[PROMPT]
When the string "pixel" is part of a line in the data below, report the whole line.

[EXERCISE INPUTS]
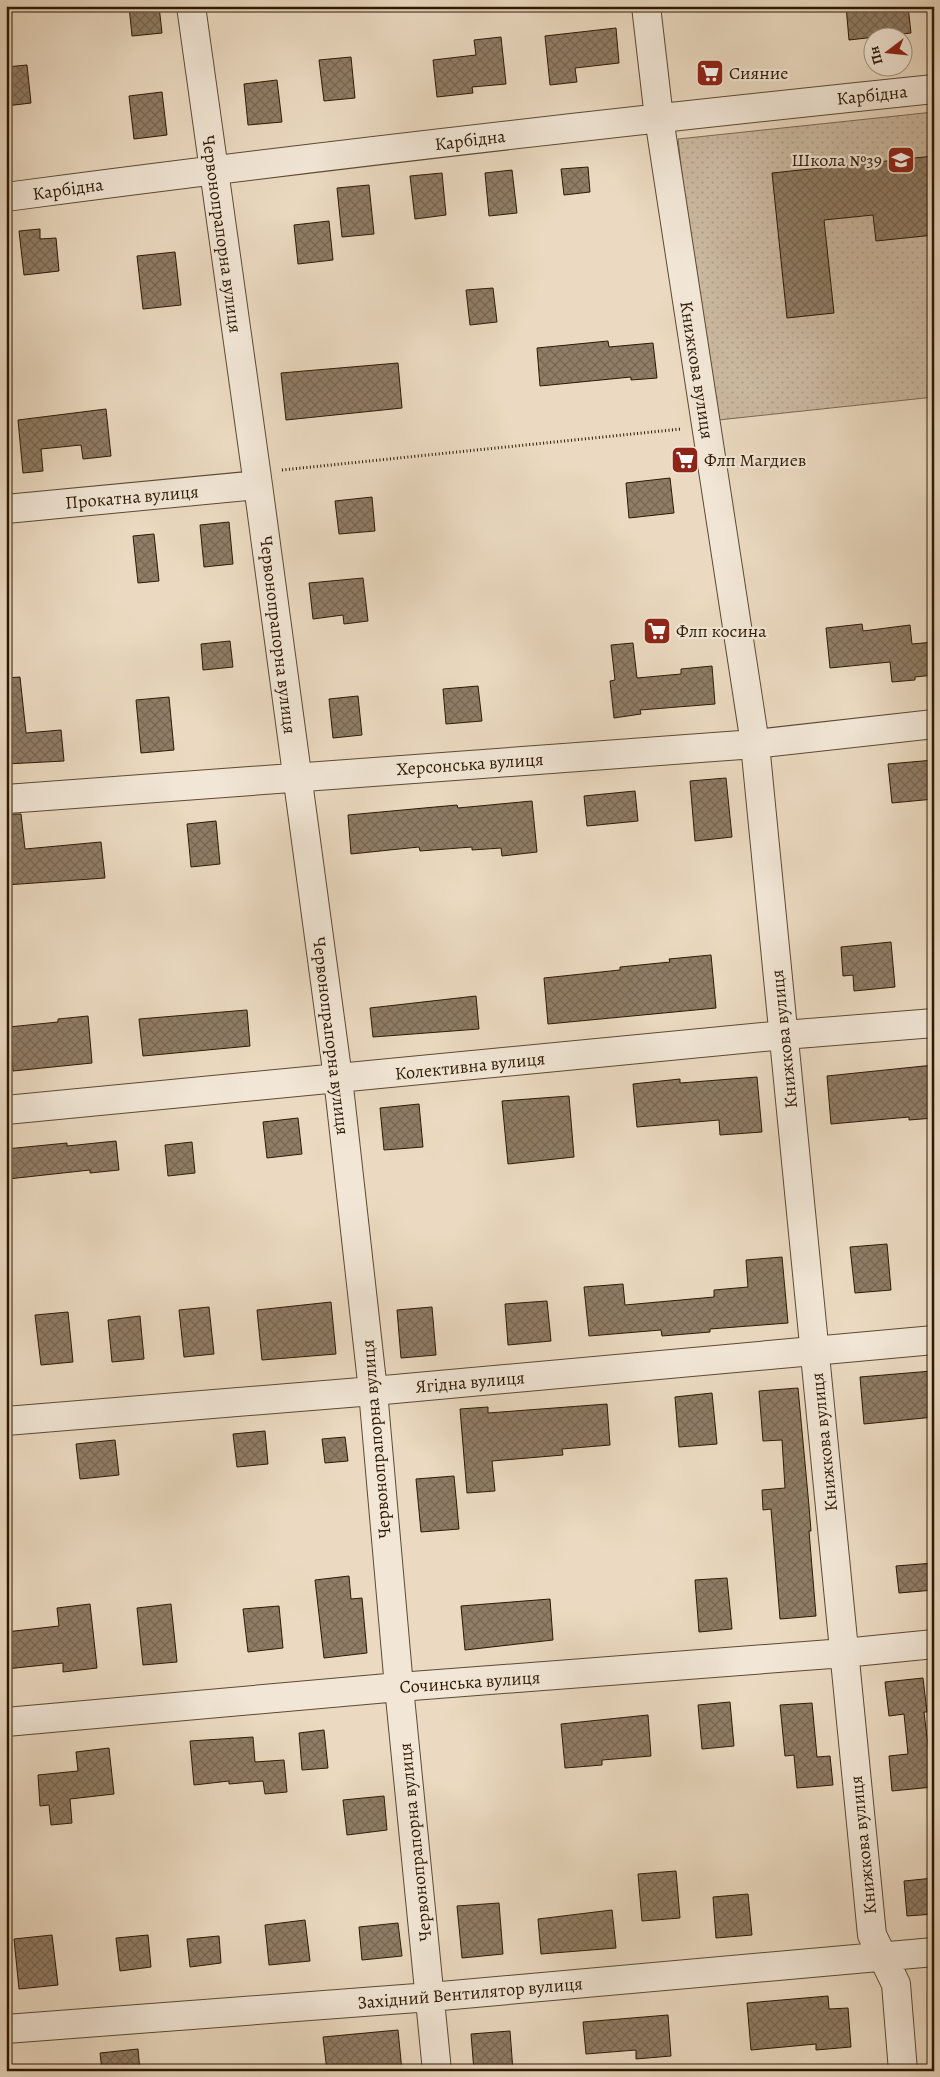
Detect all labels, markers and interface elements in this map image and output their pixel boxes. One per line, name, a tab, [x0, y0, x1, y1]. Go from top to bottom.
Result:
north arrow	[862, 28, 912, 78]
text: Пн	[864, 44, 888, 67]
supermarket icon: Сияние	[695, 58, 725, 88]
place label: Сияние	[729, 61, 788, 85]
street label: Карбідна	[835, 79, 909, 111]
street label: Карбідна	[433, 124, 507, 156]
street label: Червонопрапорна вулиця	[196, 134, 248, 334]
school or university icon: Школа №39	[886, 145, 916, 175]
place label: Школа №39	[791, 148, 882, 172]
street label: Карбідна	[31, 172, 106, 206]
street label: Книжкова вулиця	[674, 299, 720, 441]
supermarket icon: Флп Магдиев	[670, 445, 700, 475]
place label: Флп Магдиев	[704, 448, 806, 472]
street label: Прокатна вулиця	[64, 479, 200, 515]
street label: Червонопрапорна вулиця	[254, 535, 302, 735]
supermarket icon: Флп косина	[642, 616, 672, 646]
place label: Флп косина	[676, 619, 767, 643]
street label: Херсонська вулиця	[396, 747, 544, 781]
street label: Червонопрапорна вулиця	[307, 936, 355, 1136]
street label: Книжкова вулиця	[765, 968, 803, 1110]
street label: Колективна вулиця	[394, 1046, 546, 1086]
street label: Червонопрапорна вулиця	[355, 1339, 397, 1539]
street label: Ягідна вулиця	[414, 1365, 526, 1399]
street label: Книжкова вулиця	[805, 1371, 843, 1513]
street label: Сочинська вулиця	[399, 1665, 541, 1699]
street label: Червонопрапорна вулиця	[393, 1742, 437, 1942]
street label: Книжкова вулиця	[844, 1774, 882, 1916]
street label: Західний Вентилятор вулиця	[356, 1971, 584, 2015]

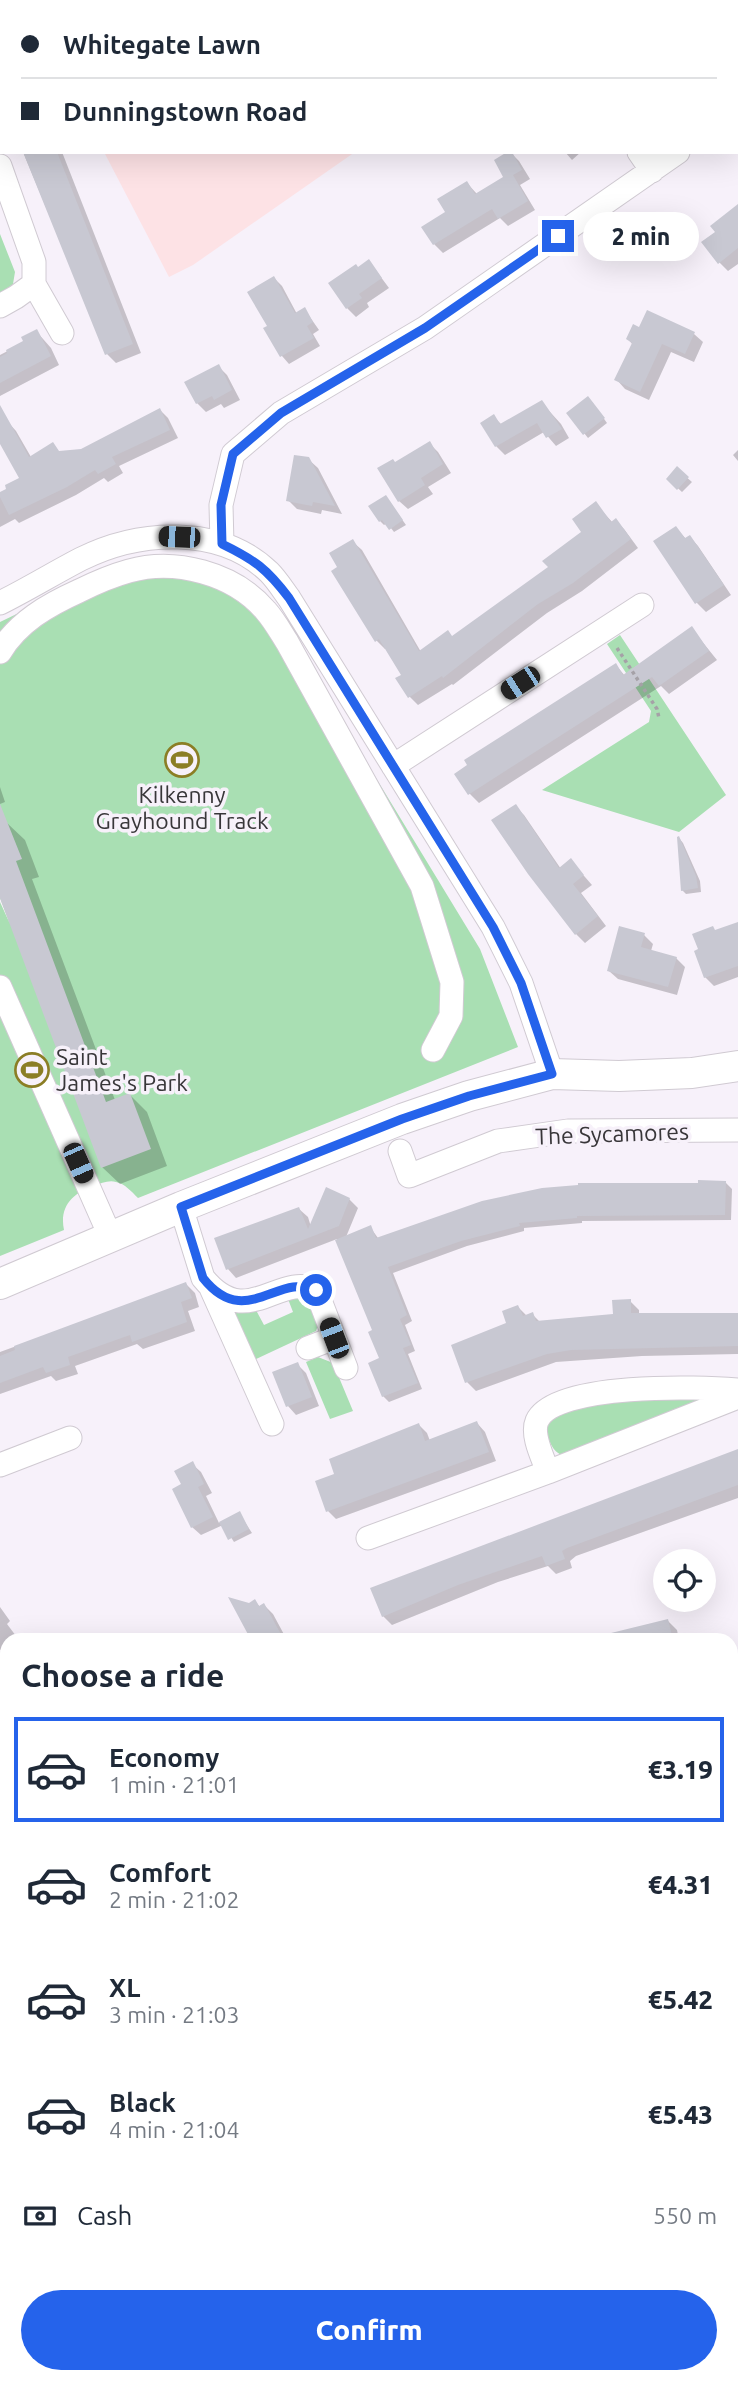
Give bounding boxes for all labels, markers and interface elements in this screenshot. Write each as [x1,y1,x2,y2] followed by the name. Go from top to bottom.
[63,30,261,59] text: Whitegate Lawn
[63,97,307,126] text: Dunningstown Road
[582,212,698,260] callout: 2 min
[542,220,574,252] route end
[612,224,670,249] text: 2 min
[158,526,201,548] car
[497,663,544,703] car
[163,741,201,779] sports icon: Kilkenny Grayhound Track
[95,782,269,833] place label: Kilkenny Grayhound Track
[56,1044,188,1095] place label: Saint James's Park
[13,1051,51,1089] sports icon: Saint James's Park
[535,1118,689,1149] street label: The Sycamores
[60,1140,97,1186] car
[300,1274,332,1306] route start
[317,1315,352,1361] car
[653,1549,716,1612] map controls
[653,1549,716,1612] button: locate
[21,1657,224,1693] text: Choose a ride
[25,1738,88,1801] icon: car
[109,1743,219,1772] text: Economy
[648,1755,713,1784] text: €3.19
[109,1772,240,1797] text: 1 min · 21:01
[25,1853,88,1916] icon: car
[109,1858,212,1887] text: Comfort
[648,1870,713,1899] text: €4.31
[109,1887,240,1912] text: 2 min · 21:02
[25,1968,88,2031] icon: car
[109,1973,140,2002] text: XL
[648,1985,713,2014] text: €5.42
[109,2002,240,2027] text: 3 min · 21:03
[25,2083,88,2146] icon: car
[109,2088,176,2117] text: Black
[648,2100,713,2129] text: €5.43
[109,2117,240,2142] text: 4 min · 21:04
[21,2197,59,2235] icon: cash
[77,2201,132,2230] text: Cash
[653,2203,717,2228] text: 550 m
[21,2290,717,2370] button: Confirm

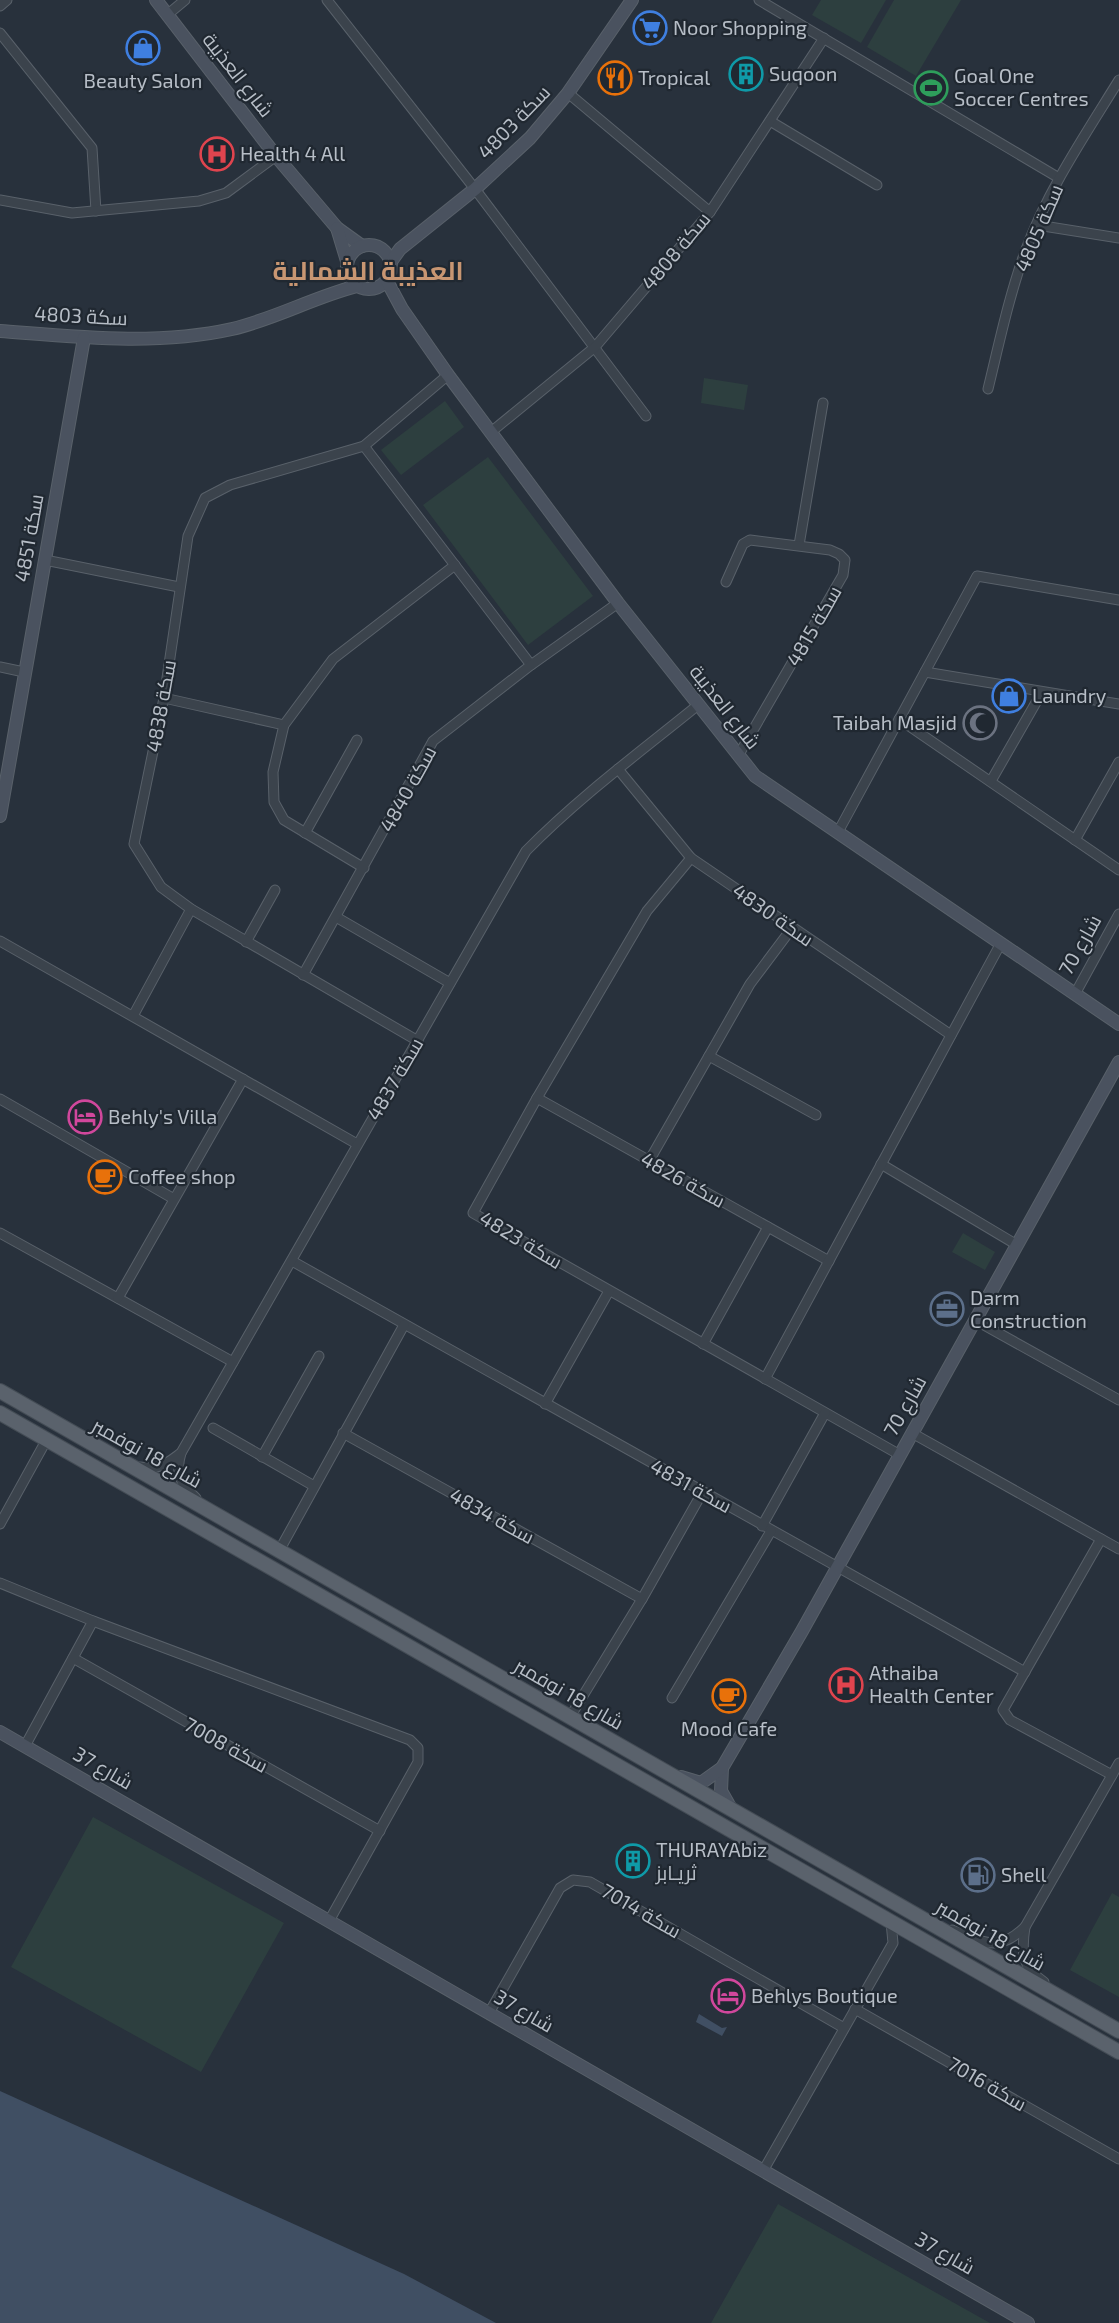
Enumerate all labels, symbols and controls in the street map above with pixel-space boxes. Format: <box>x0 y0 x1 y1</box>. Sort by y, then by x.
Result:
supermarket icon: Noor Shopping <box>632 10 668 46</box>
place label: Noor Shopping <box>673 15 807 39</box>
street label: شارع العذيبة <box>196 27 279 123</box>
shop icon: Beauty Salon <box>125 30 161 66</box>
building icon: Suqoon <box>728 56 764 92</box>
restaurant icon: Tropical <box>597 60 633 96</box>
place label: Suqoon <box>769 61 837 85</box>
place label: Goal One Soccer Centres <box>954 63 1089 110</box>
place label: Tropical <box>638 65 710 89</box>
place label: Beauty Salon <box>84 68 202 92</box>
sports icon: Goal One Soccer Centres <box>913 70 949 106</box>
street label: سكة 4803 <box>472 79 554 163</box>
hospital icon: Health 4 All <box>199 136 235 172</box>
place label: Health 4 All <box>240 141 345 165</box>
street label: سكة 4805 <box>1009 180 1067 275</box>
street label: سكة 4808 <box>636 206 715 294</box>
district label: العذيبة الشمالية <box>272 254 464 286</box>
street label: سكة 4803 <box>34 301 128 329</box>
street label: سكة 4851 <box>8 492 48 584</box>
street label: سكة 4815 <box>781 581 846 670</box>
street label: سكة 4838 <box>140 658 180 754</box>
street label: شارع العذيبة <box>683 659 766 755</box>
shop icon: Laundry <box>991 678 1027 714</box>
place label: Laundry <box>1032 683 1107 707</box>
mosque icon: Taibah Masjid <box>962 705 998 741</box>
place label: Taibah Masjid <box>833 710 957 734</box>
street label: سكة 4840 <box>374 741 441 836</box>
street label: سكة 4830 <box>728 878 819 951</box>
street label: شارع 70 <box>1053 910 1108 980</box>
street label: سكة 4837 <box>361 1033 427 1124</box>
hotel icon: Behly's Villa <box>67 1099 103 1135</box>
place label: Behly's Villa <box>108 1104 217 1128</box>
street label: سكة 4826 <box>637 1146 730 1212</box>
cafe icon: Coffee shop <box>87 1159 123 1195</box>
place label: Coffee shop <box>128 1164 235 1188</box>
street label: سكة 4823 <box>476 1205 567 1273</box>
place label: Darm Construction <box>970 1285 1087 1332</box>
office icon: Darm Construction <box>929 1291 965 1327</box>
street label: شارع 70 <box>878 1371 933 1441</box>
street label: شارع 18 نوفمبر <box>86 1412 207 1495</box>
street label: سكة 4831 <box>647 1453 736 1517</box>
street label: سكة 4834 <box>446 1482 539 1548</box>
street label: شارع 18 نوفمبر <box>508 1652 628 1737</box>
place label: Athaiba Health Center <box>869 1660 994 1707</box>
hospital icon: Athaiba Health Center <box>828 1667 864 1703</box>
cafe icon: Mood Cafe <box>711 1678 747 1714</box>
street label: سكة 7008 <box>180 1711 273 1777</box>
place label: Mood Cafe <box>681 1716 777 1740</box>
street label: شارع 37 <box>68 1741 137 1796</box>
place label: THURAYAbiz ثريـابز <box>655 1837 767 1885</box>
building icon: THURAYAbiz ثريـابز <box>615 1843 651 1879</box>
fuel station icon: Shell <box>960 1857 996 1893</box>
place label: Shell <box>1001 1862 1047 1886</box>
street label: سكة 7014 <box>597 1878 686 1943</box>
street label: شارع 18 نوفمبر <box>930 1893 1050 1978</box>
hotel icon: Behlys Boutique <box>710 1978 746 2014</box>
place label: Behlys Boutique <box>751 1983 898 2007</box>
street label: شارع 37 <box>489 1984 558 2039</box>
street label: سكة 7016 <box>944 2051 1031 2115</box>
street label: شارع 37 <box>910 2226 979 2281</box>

[WRITTEN RESPONSE]
Detect all labels, markers and interface elements in this map image and output their pixel boxes. One per line, name, a tab, [x0, y0, x1, y1]. Go from top to bottom.
Enumerate all labels, symbols and controls in the street map above with pixel-space boxes. Format: <box>x0 y0 x1 y1</box>. Sort by y, then by x.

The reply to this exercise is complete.